*** Entries supplied ***
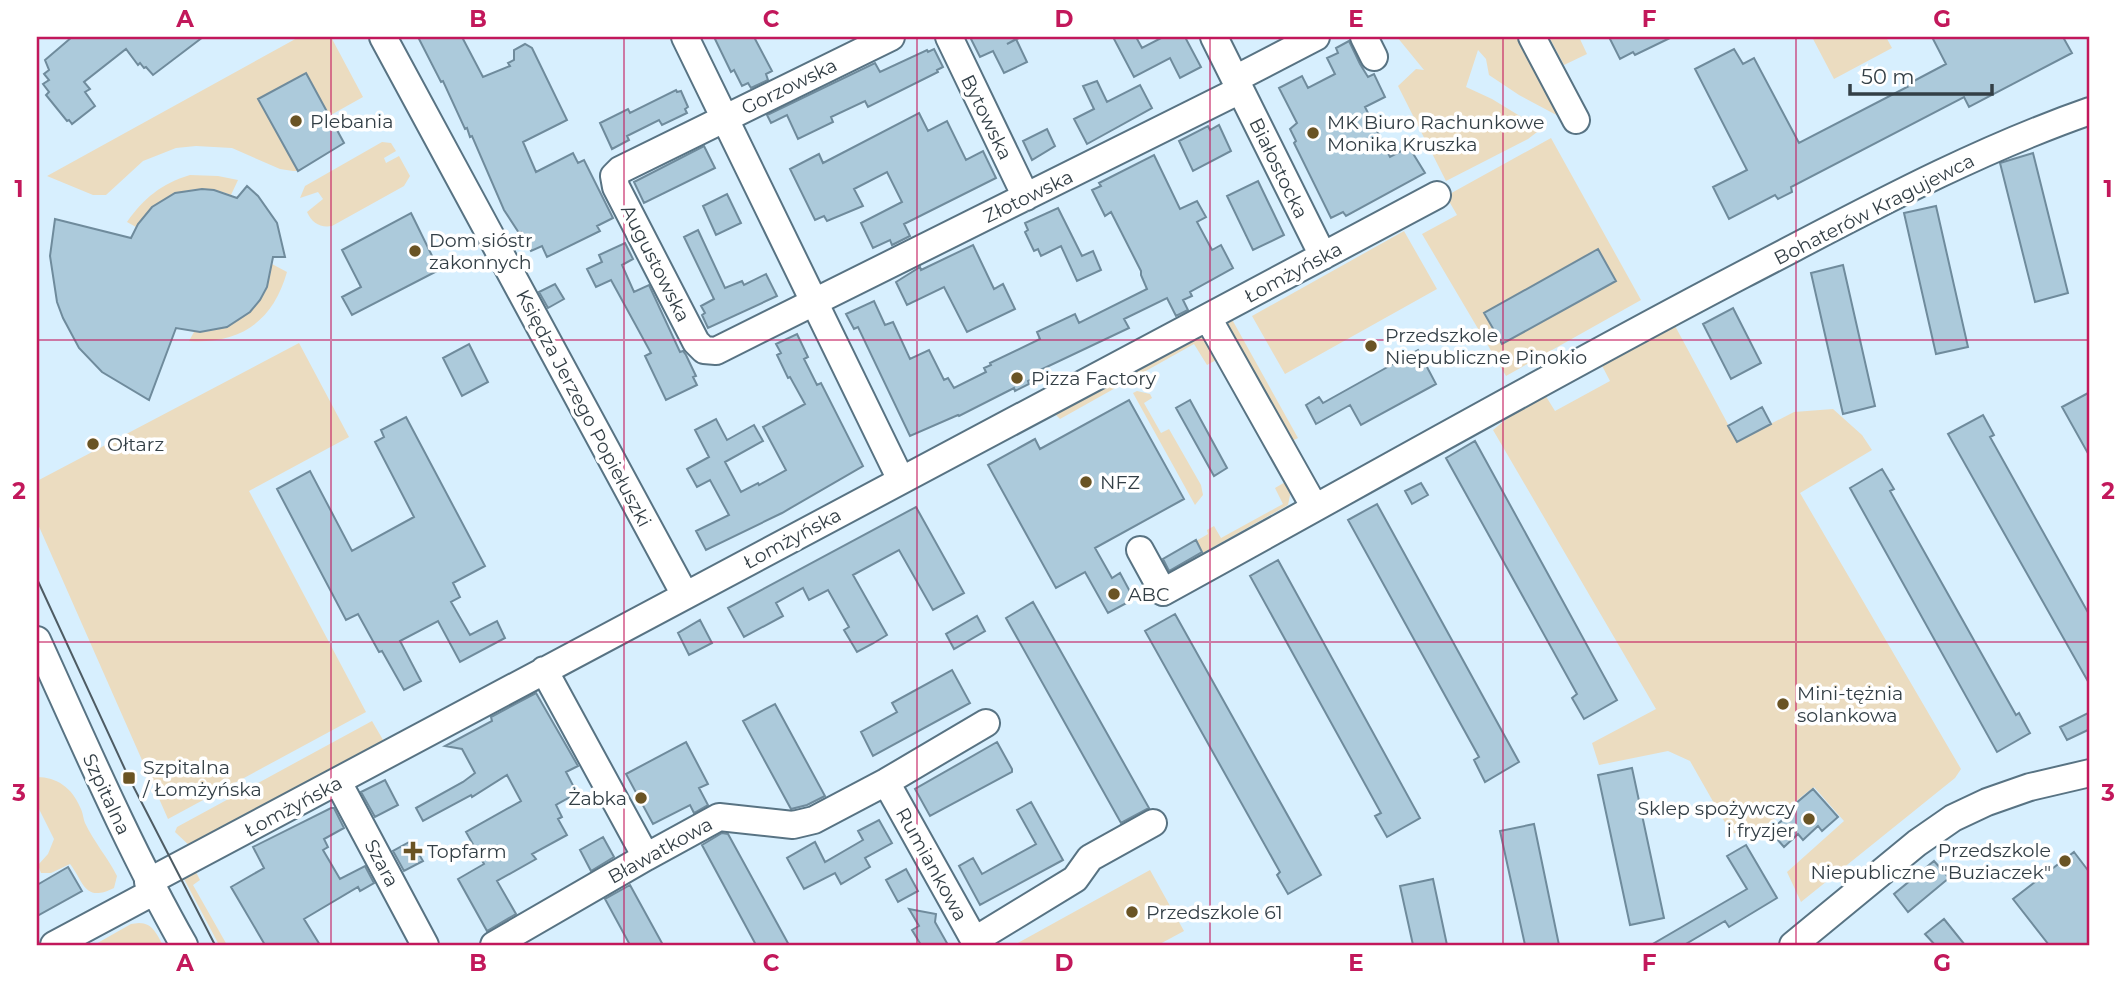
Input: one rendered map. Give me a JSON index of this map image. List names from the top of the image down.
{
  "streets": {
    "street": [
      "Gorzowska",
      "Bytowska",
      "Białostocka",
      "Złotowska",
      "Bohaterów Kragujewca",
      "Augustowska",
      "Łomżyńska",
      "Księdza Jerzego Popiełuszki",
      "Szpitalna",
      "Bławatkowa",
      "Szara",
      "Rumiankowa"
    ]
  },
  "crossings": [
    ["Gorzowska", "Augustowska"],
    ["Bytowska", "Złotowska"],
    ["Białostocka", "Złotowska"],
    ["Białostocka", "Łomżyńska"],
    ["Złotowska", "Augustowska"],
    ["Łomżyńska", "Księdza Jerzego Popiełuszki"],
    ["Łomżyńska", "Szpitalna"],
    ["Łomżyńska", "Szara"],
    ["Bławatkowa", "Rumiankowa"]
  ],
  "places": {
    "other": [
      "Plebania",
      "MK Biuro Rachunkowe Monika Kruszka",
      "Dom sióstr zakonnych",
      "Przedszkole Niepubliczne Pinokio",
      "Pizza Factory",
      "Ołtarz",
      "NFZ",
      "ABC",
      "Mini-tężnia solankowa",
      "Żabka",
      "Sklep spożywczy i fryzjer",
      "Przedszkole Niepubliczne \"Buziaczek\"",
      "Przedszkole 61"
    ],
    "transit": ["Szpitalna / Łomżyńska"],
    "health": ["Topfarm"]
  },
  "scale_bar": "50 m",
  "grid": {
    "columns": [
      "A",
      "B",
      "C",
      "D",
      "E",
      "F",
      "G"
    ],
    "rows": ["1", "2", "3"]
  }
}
*** End of Entries supplied ***
> Required action: Whenever a line includes the word "Niepubliczne", pull it out of the entries.

> Exercise answer:
      "Przedszkole Niepubliczne Pinokio",
      "Przedszkole Niepubliczne \"Buziaczek\"",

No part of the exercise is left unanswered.